Joanna Scheuring-Wielgus z partii Ryszarda Petru, w czasie „Czarnego protestu” pod hasłem „Żarty się skończyły. Moje ciało, moja sprawa” krzyczała: „Dość dyktatury kobiet!”. Normalnie można by skomentować: pomyłka, przejęzyczenie, stres i emocje spowodowały, że polityczka krzyczała w amoku, nie rozumiejąc, do czego nawołuje. Normalnie tak. Polityczka postanowiła jednak odnieść się do ewidentnej wpadki stosując metodę brnięcia dalej. Na swoim koncie Twitterowym napisała: „Dość dyktatury kobiet – Podtrzymuję. Dość dyktatury PBS, poseł Pawłowicz, Joanny Banasik. Dość dyktatury PiSu. Wolność!!!”
Żenujące? Niekoniecznie. Szef Pani Joanny Scheuring-Wielgus, Ryszard Petru, pokazał „jak zwyciężać mamy”: popełniłeś / aś ewidentną gafę? lapsus językowy? bezsprzeczny błąd? Nic to! Wytłumacz, że to skrót językowy, użyj swojej kreatywności, ogłoś, że to słuchacz jest kretynem bo źle cię zrozumiał lub zinterpretował twoją wypowiedź. Tak było z wypowiedziami Petru (żeby przywołać najsmaczniejsze kąski: święto sześciu króli, Starożytny Rzym to imperium, które upadło w szczycie swej chwały, Piłsudski dokonał zamachu w 1935 roku, Sejm „niemy” z 1717 to sejm „głuchy”, David Cameron to Kamerun, ciąża kobiety trwa od 20 do 12 miesięcy itd.), które nie doczekały się pokornego: „przepraszam, pomyliłem się”.
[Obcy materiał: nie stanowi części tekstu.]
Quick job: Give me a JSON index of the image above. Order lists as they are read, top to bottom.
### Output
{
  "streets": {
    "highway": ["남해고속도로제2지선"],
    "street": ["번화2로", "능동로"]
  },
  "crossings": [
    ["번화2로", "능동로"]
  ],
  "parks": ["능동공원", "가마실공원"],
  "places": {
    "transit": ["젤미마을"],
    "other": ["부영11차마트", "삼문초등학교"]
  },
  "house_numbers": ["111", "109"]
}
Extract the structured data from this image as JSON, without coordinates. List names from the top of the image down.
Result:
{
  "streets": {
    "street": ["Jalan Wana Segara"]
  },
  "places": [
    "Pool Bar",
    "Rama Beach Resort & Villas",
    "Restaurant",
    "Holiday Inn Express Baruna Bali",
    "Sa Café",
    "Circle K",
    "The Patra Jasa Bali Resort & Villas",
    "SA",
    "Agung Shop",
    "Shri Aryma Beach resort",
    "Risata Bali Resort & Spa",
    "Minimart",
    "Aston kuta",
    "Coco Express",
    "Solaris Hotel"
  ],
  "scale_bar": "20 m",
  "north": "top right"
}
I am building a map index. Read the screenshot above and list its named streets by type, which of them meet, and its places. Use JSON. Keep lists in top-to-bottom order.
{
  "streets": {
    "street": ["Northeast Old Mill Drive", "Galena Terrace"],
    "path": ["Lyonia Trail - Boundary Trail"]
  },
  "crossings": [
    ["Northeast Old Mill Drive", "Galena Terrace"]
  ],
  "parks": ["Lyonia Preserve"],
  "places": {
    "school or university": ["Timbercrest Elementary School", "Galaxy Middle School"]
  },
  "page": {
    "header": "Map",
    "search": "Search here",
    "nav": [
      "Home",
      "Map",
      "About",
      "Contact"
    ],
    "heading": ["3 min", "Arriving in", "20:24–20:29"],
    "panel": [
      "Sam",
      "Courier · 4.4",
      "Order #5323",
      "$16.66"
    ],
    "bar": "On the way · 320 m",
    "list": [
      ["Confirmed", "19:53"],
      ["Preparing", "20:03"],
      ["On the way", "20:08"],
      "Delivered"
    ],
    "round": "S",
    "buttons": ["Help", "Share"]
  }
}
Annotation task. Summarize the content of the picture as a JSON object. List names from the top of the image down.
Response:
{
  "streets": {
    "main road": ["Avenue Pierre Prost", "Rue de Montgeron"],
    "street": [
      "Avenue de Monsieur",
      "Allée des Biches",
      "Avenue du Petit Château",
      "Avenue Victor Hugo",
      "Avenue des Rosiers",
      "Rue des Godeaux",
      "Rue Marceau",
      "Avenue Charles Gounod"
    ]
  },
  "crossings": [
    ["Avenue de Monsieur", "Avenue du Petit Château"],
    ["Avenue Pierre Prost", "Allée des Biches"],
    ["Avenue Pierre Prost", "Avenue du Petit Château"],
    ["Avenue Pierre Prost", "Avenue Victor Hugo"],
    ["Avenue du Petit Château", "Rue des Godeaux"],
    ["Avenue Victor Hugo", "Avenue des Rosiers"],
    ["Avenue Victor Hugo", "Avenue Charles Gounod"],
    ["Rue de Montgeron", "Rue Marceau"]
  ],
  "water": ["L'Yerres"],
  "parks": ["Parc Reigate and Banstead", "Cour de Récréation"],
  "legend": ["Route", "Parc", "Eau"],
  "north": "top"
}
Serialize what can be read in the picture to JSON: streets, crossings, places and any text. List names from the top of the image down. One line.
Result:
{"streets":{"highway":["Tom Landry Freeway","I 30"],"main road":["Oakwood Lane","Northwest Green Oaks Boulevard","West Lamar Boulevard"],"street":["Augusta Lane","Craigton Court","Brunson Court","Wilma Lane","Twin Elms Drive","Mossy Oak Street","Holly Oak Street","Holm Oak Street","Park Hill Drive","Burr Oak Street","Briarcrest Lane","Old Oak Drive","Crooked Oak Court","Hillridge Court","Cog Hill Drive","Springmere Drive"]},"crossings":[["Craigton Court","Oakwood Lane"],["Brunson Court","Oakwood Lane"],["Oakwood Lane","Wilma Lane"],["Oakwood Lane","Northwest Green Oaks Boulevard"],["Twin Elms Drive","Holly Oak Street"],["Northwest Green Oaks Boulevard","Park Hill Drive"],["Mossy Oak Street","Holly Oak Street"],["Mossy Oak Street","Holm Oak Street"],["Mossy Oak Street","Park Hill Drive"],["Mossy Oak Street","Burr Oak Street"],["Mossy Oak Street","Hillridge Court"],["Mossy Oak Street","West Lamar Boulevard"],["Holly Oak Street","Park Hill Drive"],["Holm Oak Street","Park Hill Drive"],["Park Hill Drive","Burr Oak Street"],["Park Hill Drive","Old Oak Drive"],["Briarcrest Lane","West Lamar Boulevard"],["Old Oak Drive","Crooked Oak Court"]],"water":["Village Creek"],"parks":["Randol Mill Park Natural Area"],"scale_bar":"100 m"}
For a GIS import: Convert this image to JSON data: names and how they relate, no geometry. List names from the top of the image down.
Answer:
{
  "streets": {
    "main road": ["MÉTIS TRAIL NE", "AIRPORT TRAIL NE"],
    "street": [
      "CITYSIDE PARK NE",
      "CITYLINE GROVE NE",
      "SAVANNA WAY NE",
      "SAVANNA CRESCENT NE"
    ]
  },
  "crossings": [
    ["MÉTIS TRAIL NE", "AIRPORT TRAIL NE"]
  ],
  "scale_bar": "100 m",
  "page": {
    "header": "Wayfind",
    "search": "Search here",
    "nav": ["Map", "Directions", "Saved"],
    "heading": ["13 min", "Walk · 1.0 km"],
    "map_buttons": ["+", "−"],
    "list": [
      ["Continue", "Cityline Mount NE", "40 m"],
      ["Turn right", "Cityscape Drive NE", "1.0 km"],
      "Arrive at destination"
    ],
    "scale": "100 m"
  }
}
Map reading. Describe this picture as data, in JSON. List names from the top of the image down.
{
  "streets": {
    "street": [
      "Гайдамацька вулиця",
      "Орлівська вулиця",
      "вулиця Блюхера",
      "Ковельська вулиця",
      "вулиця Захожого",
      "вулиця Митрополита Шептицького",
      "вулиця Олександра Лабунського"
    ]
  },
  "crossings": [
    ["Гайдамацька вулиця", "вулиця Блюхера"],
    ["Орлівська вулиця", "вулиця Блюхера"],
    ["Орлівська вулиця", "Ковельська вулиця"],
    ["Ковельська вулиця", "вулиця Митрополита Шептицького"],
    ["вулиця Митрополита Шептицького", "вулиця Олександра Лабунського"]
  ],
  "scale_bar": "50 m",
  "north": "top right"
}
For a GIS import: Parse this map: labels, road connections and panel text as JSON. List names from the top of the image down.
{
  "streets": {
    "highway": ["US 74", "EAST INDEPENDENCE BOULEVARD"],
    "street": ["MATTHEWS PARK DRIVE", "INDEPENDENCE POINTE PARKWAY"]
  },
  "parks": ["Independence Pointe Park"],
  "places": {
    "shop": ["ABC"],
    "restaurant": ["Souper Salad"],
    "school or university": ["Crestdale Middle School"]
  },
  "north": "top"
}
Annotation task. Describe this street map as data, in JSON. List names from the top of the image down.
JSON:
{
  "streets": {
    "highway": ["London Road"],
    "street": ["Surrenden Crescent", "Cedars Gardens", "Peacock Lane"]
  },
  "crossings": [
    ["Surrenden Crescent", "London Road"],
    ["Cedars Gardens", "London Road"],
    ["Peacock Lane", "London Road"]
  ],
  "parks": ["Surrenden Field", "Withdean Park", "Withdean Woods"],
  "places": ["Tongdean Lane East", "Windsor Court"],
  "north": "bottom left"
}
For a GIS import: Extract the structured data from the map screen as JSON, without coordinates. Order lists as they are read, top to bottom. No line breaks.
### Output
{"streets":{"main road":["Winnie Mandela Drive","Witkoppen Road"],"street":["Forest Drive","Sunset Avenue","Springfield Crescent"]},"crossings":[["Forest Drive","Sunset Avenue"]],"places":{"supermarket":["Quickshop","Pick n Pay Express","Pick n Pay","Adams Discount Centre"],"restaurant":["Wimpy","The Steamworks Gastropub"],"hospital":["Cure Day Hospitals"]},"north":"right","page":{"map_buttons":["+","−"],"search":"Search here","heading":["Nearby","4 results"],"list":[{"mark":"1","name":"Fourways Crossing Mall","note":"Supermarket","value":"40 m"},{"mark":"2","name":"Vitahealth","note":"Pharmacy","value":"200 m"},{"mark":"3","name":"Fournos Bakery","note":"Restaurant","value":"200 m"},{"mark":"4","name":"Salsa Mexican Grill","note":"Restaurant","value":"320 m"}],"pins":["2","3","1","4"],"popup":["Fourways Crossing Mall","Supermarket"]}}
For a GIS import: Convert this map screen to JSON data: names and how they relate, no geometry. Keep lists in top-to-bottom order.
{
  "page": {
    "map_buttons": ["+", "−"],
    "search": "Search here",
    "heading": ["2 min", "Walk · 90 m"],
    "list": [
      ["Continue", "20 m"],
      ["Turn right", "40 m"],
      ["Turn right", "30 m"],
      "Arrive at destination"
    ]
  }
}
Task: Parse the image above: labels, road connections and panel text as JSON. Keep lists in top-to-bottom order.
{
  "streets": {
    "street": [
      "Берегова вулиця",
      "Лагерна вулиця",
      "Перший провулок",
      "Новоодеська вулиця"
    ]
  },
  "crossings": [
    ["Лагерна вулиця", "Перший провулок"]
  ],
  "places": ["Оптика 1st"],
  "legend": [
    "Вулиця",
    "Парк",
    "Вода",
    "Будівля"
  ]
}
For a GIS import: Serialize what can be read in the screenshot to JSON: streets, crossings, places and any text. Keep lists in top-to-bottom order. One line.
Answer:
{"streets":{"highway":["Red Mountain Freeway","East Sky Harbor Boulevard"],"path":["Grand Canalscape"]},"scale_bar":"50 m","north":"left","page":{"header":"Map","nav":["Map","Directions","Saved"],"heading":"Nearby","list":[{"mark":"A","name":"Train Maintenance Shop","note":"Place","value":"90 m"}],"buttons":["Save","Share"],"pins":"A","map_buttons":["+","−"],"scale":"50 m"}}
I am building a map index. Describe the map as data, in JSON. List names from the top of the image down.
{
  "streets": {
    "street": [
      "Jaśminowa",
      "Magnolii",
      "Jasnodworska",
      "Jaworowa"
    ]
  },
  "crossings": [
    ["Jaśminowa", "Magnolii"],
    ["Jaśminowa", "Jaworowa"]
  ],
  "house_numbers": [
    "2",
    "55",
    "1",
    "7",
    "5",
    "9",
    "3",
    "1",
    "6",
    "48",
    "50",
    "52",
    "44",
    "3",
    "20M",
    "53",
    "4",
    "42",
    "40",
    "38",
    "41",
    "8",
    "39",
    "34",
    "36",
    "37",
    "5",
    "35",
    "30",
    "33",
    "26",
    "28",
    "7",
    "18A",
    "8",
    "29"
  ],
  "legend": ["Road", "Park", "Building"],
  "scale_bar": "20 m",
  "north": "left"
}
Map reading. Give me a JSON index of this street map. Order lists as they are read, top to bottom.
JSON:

Jedna z teorii obrania tej strategii głosi, iż głośnie przyznanie się do błędu może zdewastować wizerunek merytorycznego i skutecznego polityka. Okazuje się, że my – wyborcy łatwiej wybaczamy lub zapominamy ewidentne wpadki niż słabości, bardziej cenimy arogancję niż pokorę. Od polityka oczekujemy bowiem skuteczności, a ta cecha kojarzy się z siłą, przebojowością, zdecydowaniem, nawet arogancją, na pewno nie z pokorą, refleksją i samokrytycyzmem.
Częste powtarzanie słowa „przepraszam” mogłoby spowodować, że polityk byłby kojarzony jako nieudacznik, fajtłapa, która nie potrafi skupić się na wypowiedzi. Chciałam przeanalizować tę tezę, zbadać różne przypadki, ale niestety jest to niewykonalne: polscy politycy i polityczki po prostu nie przepraszają. I zapewne nie będą przepraszać. Pozostaje nam więc przygotować się na kolejny wysyp „żartów”, „wyrwanych z kontekstu zdań” i deklaracji: „podtrzymuję swoje słowa!”.